**Work required:**
Copy out exactly the lines from the start of the data to the line containing "I am building a map index. Extract". Include both.

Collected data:
+--
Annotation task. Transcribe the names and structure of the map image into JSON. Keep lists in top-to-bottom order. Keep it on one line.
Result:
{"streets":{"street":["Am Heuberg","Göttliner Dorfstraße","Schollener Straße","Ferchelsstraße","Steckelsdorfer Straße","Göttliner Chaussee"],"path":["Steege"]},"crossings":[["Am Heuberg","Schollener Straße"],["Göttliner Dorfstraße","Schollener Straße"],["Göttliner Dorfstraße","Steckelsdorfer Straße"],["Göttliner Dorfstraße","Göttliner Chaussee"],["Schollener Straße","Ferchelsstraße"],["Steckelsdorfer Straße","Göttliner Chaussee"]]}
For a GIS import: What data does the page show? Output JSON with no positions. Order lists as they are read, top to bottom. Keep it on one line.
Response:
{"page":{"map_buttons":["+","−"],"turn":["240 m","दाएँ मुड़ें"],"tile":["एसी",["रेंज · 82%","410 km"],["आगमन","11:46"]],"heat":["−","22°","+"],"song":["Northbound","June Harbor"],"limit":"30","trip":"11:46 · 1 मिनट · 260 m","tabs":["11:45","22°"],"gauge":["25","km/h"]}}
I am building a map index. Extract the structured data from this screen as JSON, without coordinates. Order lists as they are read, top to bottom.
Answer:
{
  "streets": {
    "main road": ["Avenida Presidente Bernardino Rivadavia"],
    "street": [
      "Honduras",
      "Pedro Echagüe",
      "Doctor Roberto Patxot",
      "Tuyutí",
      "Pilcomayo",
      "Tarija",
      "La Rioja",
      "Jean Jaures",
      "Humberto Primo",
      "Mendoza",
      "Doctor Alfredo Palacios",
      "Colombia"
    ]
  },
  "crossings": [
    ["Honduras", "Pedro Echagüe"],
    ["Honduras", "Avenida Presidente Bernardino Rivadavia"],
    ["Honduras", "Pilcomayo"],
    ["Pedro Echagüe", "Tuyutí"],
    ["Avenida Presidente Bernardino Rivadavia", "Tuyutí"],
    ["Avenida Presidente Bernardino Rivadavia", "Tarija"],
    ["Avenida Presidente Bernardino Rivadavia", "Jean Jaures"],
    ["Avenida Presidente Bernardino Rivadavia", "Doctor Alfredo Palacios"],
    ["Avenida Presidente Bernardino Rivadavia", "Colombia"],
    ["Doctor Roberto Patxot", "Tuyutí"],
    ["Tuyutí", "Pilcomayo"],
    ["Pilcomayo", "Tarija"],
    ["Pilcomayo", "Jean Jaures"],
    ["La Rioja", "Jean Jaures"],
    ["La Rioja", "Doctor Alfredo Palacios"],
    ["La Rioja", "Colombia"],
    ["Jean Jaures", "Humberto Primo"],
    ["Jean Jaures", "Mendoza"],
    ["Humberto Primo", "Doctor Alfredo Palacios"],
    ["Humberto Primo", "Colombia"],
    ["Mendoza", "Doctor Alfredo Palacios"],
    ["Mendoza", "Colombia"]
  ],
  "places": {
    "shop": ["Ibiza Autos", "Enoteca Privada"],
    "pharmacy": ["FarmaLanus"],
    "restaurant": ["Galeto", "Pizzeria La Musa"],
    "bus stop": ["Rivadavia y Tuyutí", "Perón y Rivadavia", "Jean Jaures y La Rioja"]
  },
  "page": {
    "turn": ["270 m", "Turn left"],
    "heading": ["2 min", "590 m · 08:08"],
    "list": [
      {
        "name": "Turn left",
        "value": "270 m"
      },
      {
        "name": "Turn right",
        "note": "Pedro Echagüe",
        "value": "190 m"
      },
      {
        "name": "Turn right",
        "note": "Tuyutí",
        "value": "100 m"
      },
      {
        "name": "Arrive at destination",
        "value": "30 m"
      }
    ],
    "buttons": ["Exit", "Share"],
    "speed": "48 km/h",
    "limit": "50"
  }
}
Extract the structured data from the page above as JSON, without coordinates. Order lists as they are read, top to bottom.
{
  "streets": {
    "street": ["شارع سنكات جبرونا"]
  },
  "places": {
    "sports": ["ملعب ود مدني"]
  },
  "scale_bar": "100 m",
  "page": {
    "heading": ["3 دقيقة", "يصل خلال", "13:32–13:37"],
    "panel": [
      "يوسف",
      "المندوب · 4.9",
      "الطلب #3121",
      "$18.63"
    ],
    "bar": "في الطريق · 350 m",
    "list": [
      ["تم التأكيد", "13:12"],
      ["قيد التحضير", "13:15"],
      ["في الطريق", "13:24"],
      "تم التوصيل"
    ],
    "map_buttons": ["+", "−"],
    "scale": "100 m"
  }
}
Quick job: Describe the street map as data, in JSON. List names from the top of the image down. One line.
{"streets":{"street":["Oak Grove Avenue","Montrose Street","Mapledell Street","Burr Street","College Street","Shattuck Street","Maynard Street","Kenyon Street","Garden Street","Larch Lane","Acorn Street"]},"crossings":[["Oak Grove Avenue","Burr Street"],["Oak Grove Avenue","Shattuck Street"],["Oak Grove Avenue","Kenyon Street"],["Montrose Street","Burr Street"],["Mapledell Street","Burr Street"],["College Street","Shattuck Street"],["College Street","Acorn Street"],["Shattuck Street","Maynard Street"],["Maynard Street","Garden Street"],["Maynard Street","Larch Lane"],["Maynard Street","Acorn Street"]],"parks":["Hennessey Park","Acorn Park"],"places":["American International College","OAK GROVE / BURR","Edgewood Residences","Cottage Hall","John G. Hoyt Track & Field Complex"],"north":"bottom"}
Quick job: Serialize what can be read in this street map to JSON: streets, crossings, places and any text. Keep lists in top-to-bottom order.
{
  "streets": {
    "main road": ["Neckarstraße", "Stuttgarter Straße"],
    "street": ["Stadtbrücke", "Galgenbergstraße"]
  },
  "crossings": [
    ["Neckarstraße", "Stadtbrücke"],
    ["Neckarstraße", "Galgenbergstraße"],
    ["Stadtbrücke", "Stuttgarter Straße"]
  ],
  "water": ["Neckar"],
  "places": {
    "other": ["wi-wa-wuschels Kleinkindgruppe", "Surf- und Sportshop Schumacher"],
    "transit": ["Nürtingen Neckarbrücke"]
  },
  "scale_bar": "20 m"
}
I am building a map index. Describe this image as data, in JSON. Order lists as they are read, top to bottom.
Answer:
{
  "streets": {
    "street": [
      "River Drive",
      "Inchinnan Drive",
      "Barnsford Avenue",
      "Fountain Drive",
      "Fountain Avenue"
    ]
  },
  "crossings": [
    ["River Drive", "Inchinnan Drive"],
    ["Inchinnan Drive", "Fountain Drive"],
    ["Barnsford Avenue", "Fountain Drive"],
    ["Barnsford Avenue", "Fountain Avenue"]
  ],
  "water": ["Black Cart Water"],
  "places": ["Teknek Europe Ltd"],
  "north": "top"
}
+--
**Response to the task:**
Annotation task. Transcribe the names and structure of the map image into JSON. Keep lists in top-to-bottom order. Keep it on one line.
Result:
{"streets":{"street":["Am Heuberg","Göttliner Dorfstraße","Schollener Straße","Ferchelsstraße","Steckelsdorfer Straße","Göttliner Chaussee"],"path":["Steege"]},"crossings":[["Am Heuberg","Schollener Straße"],["Göttliner Dorfstraße","Schollener Straße"],["Göttliner Dorfstraße","Steckelsdorfer Straße"],["Göttliner Dorfstraße","Göttliner Chaussee"],["Schollener Straße","Ferchelsstraße"],["Steckelsdorfer Straße","Göttliner Chaussee"]]}
For a GIS import: What data does the page show? Output JSON with no positions. Order lists as they are read, top to bottom. Keep it on one line.
Response:
{"page":{"map_buttons":["+","−"],"turn":["240 m","दाएँ मुड़ें"],"tile":["एसी",["रेंज · 82%","410 km"],["आगमन","11:46"]],"heat":["−","22°","+"],"song":["Northbound","June Harbor"],"limit":"30","trip":"11:46 · 1 मिनट · 260 m","tabs":["11:45","22°"],"gauge":["25","km/h"]}}
I am building a map index. Extract the structured data from this screen as JSON, without coordinates. Order lists as they are read, top to bottom.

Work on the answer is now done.